Ameaça Explicita
A chuva de São Paulo não lavava nada; ela apenas misturava a fuligem da metrópole com o sangue invisível da linhagem Viana. Escondida no banheiro de um posto de gasolina na periferia da Zona Sul, Beatriz Lemos forçava a respiração a um ritmo que não atraísse atenção. Seus sapatos, ainda manchados pela lama do jardim da mansão, pareciam emitir um brilho incriminador sob a luz fluorescente trêmula. Ela sacou o celular, as pontas dos dedos dormentes. A notificação, um aviso de segurança do sistema jurídico, era um soco no estômago: 'Herdeira Beatriz Lemos é a principal suspeita no desaparecimento de Sofia Viana'. O âncora do noticiário local, em um loop incessante na TV do posto, descrevia-a como uma oportunista instável que, em um surto de ganância, teria sequestrado a prima para forçar a sucessão.
Ricardo não estava apenas escondendo Sofia; ele estava reescrevendo a história. Ao torná-la uma fugitiva, ele não só a isolava de qualquer auxílio legal, mas garantia que a polícia a encontrasse antes que ela pudesse chegar ao subsolo da mansão. Bia descartou o celular na lixeira metálica; o aparelho era agora um rastreador para seus próprios algozes. Ela não tinha mais o luxo da discrição. O relógio contava menos de vinte horas para a audiência final. O 'descarte' de Sofia aconteceria ao amanhecer, e ela era a única peça que faltava para Ricardo selar o caixão da prima.
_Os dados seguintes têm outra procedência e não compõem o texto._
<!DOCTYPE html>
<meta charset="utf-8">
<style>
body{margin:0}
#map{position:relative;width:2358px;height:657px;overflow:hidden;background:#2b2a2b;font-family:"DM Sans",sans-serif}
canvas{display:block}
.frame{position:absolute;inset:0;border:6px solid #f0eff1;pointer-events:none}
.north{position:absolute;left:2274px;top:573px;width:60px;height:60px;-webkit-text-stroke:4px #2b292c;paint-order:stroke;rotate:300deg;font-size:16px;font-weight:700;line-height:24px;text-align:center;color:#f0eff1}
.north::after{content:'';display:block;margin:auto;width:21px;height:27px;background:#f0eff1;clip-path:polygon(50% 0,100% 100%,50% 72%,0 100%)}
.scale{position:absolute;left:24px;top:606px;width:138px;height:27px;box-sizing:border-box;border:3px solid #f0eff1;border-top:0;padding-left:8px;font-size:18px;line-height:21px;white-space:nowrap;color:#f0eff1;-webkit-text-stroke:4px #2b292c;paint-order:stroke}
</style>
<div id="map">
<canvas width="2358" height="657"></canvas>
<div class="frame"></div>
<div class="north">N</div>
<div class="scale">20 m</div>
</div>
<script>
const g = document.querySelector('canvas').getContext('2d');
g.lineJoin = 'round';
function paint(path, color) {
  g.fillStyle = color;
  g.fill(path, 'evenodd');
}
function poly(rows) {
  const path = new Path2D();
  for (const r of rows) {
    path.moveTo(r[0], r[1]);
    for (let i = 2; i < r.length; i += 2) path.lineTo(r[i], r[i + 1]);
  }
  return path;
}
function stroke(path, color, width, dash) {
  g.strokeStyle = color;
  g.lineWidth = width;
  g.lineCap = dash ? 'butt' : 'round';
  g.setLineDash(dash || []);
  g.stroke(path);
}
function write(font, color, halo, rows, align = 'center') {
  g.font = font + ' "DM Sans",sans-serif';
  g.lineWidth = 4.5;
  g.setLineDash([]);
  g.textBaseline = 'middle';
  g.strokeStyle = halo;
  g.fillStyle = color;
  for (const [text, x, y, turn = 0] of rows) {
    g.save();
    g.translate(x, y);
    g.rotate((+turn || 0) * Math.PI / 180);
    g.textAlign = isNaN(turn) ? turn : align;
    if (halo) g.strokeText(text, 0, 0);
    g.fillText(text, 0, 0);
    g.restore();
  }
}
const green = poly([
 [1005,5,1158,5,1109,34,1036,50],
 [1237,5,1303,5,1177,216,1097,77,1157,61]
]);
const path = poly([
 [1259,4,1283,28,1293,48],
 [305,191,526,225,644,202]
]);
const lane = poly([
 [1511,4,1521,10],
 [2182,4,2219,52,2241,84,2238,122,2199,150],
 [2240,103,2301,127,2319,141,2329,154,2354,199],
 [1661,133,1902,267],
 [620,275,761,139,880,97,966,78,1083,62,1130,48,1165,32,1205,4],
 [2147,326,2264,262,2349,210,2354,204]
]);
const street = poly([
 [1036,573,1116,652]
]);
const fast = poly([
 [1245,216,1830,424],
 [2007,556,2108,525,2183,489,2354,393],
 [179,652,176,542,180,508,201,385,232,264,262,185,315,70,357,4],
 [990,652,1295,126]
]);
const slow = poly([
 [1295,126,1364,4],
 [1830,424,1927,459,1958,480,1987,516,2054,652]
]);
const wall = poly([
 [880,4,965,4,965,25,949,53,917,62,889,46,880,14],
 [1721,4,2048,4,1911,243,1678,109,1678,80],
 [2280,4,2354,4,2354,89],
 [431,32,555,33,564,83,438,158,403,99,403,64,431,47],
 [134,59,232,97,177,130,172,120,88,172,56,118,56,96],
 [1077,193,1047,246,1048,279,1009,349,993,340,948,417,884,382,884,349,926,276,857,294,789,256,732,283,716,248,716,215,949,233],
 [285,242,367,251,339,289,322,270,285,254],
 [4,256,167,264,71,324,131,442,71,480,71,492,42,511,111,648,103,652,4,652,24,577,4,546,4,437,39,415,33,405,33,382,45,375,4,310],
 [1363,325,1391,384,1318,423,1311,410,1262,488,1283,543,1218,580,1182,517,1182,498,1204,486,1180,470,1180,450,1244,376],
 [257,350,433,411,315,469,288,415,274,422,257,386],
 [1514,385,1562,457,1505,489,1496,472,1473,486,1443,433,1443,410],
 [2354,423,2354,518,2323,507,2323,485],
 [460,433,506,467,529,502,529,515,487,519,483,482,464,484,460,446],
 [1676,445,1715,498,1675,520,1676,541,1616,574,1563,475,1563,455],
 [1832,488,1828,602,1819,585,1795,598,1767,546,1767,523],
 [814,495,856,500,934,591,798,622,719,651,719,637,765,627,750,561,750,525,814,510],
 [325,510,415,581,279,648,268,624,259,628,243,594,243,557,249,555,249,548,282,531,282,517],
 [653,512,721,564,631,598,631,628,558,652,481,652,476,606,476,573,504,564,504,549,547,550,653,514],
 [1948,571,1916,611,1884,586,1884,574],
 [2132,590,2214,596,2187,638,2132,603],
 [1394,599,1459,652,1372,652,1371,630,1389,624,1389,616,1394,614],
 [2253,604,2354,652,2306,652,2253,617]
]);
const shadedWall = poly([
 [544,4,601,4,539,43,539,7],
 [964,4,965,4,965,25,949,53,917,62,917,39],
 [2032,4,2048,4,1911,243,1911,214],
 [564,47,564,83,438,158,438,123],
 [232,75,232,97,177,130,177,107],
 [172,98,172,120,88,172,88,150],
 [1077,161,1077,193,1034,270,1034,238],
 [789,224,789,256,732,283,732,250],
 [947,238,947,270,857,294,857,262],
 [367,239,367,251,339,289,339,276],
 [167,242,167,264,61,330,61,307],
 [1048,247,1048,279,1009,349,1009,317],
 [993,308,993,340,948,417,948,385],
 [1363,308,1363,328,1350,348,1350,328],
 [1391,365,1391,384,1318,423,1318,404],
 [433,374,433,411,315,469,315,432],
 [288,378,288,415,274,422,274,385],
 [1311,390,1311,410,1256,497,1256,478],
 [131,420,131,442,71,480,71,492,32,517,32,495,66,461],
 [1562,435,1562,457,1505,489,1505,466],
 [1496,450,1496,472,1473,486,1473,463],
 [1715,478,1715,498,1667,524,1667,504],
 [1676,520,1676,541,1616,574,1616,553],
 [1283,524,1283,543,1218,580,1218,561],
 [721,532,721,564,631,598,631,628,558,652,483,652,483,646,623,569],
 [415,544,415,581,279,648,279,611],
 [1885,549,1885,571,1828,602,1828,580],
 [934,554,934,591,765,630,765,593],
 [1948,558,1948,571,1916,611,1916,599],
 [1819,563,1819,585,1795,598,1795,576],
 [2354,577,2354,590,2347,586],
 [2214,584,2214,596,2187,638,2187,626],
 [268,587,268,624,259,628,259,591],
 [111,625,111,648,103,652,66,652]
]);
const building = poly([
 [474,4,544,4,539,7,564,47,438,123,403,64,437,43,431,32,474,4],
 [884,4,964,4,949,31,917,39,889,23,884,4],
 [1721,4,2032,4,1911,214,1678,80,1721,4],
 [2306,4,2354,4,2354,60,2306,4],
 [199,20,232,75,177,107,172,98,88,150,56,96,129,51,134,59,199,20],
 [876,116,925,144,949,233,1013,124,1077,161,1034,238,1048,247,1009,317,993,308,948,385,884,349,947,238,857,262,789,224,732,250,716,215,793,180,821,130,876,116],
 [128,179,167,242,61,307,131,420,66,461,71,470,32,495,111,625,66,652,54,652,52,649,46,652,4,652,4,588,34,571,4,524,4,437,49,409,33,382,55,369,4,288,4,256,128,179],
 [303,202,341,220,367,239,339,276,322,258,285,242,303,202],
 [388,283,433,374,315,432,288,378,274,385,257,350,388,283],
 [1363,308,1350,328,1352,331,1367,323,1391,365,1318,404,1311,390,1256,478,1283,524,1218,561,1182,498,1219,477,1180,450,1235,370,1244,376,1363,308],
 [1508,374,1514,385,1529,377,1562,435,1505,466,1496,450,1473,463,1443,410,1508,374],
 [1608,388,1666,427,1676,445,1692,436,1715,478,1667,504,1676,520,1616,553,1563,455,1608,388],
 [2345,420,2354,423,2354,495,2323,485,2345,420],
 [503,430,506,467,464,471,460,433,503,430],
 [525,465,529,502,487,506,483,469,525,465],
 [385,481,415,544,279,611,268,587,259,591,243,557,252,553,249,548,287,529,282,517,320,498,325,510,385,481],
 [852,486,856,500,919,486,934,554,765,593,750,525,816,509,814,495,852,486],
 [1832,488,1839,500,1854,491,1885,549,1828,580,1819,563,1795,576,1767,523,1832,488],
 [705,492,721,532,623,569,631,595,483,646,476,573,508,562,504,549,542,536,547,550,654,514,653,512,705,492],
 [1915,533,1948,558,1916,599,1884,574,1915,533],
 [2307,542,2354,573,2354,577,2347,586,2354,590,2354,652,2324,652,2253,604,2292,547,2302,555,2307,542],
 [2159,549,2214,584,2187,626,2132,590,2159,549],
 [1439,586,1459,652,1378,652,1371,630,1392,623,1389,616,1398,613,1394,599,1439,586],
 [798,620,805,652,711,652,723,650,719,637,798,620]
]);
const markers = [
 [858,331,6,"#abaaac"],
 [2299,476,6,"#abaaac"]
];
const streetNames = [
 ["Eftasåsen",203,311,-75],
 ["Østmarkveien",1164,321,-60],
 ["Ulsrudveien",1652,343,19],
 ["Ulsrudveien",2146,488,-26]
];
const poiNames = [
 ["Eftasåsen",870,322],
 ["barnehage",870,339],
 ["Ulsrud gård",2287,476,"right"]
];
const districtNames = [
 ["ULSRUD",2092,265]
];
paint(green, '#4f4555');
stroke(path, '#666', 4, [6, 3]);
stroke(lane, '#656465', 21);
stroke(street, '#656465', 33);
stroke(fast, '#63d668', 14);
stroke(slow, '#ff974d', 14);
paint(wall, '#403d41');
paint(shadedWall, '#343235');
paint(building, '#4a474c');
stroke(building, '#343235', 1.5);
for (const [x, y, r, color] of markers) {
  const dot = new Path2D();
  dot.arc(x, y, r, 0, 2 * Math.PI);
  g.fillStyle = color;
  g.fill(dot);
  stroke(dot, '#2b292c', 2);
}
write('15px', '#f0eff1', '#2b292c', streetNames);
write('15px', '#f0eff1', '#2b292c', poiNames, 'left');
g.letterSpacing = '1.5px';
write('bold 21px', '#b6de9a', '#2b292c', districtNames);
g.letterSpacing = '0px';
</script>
Mais tarde, em um quarto de hotel barato em Santa Cecília que cheirava a mofo e cigarro, Bia abriu o livro-razão. A planta técnica da mansão estava estendida sobre a colcha manchada. Cada linha representava uma artéria do poder dos Viana, e o ponto marcado em vermelho no subsolo da ala leste era onde Sofia definhava. Ao folhear as anotações feitas à margem do livro, uma lista de nomes saltou aos olhos: delegados, juízes, chefes de cartório. Todos na folha de pagamento da família. Sofia, em uma caligrafia apressada, havia deixado um aviso: 'Eles não apenas compram o silêncio, eles fabricam o crime'. Se Beatriz fosse capturada, a verdade morreria com elas.
Sob a chuva torrencial, Bia retornou ao perímetro da mansão. O frio penetrava suas roupas, mas a dormência era um luxo que ela não podia se dar. Escondida atrás de um muro de alvenaria úmida, ela observou a entrada de serviço. Três homens em trajes pretos descarregavam caixas metálicas de uma van com vidros fumê. Ricardo Viana estava lá, parado sob um guarda-chuva de cabo de prata, supervisionando cada movimento com a precisão de quem organiza um funeral. Ele estava garantindo o 'descarte' antes que a luz do sol revelasse a farsa. Bia sentiu o peso da chave mestra no bolso. O metal parecia queimar contra sua coxa. Ela percebeu que a mansão era uma fortaleza, mas Ricardo, em sua arrogância, havia negligenciado a ala de armazenamento de produtos químicos. Era ali que ela iniciaria o incêndio para forçar a evacuação.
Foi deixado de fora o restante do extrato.